The term ‘adjustable-rate mortgage’ is common in the US. In the UK and other native-English-speaking nations, lay people and lenders tend to say variable-rate mortgage.

After the introductory period is over, ARMs can become a bit of a gamble, experts say. If the base rate remains the same or goes up, the borrower’s interest rate will rise. Consequently, the amount they pay back each month will increase.

On the other hand, if interest rates decline, the mortgagor’s payments will either stay the same or could even drop. The mortgagor is the borrower.

Real-World Example: The Impact of Rate Adjustments on an ARM


Jane secures a 5/1 ARM to purchase her first home. The loan amount is $200,000. The initial fixed interest rate for the first 5 years is 3.5%. Her monthly payment, primarily focused on interest in the early years, is approximately $898.

Year 6 Adjustment:

After enjoying stable payments for 5 years, Jane reaches the end of her fixed-rate period. The interest rates in the market have gone up, and her ARM adjusts to a new rate of 4.5%. Her new monthly payment becomes approximately $1,013, an increase of $115 per month.

Year 7 Adjustment:

The following year, market rates decline slightly. Her ARM adjusts again, this time to a rate of 4.25%. Her new monthly payment is now about $983, a decrease of $30 from the previous year but still $85 more than her original payment.

Impacts Over Time:

While the initial fixed-rate period allowed Jane to benefit from predictable monthly payments, the subsequent adjustments brought fluctuations. Some years, like Year 6, saw an increase in her monthly expenses, while others, like Year 7, brought some relief.

However, if Jane had taken a fixed-rate mortgage at 4% initially, her monthly payment would have been approximately $955, consistent over the life of the loan. This comparison underscores the trade-off between the initial savings an ARM can offer and the potential unpredictability of future payments.

Adjustable-rate mortgage – drawbacks

Interest rates will probably go up after the introductory fixed period. Furthermore, the increase is likely to be steep and unpleasant.

Lifetime cap – eventually the interest rate will probably climb to as high as the lifetime cap.

Borrower’s circumstances – most borrowers expect their financial situation will improve with time. However, if this does not happen, they could be in trouble when the monthly payments shoot up.

Prepayment penalty – this means that the borrower cannot pay off the loan in full early, without facing a penalty charge. Many ARMs have a prepayment penalty included in the contract. Consequently, borrowers will have to pay a prepayment penalty if they wish to refinance or sell their home.

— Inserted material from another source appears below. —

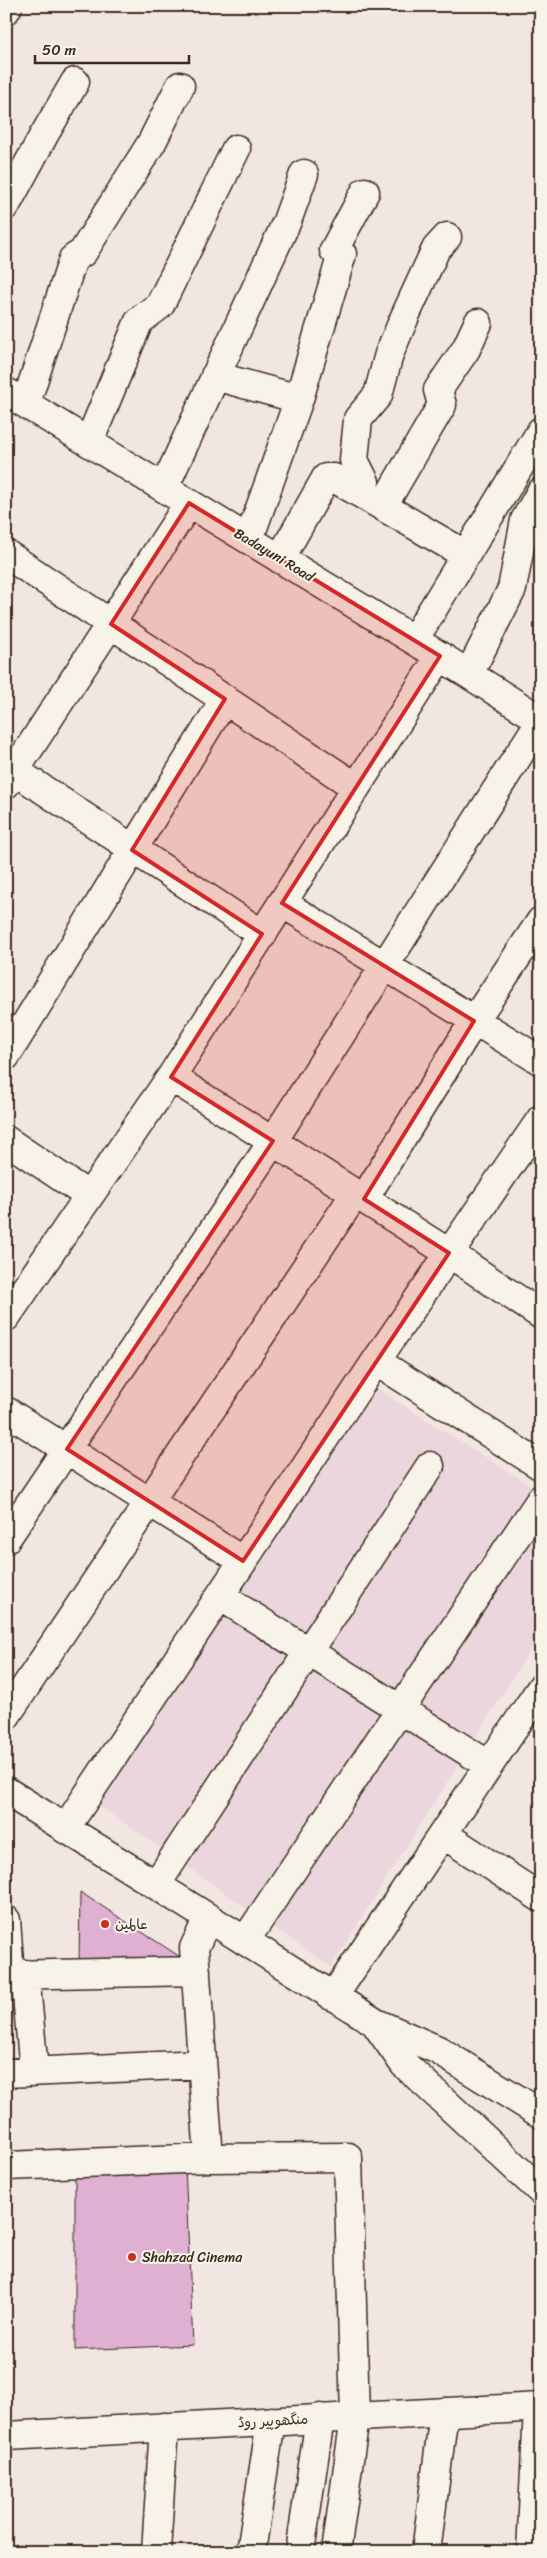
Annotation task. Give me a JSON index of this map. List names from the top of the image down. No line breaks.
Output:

Adjustable-rate mortgage – advantages

Costs – overall, adjustable-rate mortgages are cheaper than fixed-rate mortgages. Over the whole term of the contract, the borrower will probably end up paying less.

Falling rates – if you expect interest rates to fall, your monthly payments may also get smaller. However, bear in mind that mortgages typically span several decades. Predicting where interest rates will be in one year’s time is hard enough. Forecasting interest rates for five or ten years in the future is impossible.

Bigger loans later – getting an ARM can help the borrower qualify for a higher loan amount in future. Hence, borrowers can look forward to a more expensive property later in life. However, this will only happen if you pay your installments on time.

Things to consider

Before considering obtaining an ARM, there are several things you should consider. The Consumer Financial Protection Bureau, part of the US government, advises potential borrowers to find out:

  • How high can the interest rates and monthly payments go each time the rate is adjusted?
  • How often will the interest rate adjust?
  • When will the higher payments will begin?
  • Is there is a cap on how high the interest rates can go?
  • Is there is a limit on how low the interest rates can go?
  • Will the borrower be able to afford the payments if the interest rate and payments hit their maximums allowed under the loan contract?